Sore ini dermaga tidak menjadi pilihan para tamu resor karena tempat itu kosong. Faith memanfaatkan kondisi itu dengan berpose di segala sudut. Aku rasa foto yang aku ambil hari ini cukup untuk diunggah setiap hari selama 6 bulan di Instagramnya.
"Udah cukup, Faith." Menjadi fotografer dadakan dan sekaligus mengambil ratusan foto ternyata tidak gampang. Pegal juga karena sudut pengambilan gambar harus menyesuaikan dengan pose Faith. Matahari sudah benar-benar tenggelam. Penerangan telah diambil alih oleh lampu-lampu. "Udah malam. Aku mau mandi sebelum makan malam."
"Satu lagi dong, Om." Faith memanjat pembatas gazebo dermaga. "Latar hotel ya. Lampu-lampunya cantik banget."
"Faith, nggak perlu manjat," cegahku. Berurusan dengan anak-anak yang kelebihan hormon lincah ternyata sangat merepotkan. Faith bertingkah seperti balita yang kelebihan asupan gula. "Latar hotelnya tetap akan kelihatan walaupun diambil dari bawah kok. Bahaya kalau kamu sampai jatuh ke laut malam-malam gini."
"Aku nggak mungkin jatuh. Keseimbanganku sangat bagus kok."
Keseimbangannya mungkin bagus di siang hari. Tapi di malam hari dengan penerangan seadanya di dermaga, aku tidak yakin. Kekhawatiranku terbukti. Tubuh Faith tampak oleng saat berusaha duduk di kayu pagar pembatas. Papan kecil yang ada di atas pagar pembatas dermaga itu didesain untuk kepentingan estetik karena terlalu kecil untuk dijadikan tempat bertumpu, walaupun orang itu sekurus Faith.
Aku melepas kamera dan cepat-cepat menarik tangan Faith sebelum tubuhnya yang doyong ke belakang benar-benar jatuh dan tercebur ke laut. Repot urusannya kalau itu sampai terjadi.
Faith terjatuh dalam pelukanku. Aku memegang erat pinggangnya. Tangan Faith memeluk di leherku. Kakinya otomatis melingkar di pinggangku, bertahan supaya tidak terjatuh ke lantai dermaga.
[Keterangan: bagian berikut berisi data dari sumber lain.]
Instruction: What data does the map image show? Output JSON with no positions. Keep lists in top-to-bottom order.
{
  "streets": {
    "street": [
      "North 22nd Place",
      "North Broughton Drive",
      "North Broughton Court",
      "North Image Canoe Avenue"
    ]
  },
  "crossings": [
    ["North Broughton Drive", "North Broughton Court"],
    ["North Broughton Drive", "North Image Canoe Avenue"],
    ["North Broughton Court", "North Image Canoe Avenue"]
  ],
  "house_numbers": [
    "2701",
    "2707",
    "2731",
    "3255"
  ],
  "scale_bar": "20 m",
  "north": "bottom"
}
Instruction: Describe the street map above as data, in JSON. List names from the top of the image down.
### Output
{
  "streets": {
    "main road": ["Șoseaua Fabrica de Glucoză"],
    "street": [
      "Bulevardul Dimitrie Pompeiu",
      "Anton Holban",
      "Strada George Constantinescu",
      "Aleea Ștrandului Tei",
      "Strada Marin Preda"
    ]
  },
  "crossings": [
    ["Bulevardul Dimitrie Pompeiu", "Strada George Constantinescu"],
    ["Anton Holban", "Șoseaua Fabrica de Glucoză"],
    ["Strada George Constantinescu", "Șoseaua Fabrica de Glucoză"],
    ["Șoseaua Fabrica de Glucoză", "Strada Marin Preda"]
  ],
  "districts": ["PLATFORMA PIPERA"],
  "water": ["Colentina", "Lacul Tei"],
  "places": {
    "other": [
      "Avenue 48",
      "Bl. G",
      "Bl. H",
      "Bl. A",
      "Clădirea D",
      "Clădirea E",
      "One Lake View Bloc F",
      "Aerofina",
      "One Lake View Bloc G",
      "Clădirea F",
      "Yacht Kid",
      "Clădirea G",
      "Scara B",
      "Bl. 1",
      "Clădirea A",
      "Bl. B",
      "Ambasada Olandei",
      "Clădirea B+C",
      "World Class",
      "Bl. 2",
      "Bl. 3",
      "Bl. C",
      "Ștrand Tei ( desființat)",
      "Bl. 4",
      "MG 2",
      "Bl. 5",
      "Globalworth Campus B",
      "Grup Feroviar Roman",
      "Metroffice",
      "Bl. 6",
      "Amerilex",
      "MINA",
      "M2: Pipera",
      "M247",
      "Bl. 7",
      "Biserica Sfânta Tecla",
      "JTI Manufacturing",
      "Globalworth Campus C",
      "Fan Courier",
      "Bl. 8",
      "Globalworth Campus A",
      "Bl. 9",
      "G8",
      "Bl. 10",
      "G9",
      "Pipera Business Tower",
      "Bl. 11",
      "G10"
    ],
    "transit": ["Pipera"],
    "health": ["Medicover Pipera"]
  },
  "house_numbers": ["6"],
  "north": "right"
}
Aku seperti sedang menggendongnya. Bukan sepertinya, aku memang menggendongnya.
Kami bertahan dalam posisi itu beberapa saat sebelum Faith pelan-pelan melepaskan tangannya dari leherku. Wajah kami berada dalam satu garis lurus, sangat dekat. Aku bisa merasakan embusan napasnya yang hangat di wajahku. Aku menatap bibirnya, lalu beralih ke wajahnya. Faith balas menatapku dengan berani.
"Apakah kita akan ciuman?" tanyanya. Dia tampak penasaran.
Aku kembali menatap bibirnya. "Tergantung. Kalau kamu ngasih izin, kita akan ciuman. Kamu yang bilang kalau ciuman juga butuh consent, kan?"
Faith mengangkat bahu. "Aku mau tahu gimana rasanya ciuman dengan consent."
Aku hanya butuh mendengar kata-kata itu sebelum melahap bibirnya. Faith membalas ciumanku dengan canggung. Tapi dia belajar menyesuaikan dengan cepat. Kami saling memagut.
Tanto sangat mengenalku. Dia tahu aku hanya butuh pemicu untuk menghidupkan makhluk buas dalam diriku. Kurasa aku memang akan mengakhiri periode biksu di resor ini. Malam ini.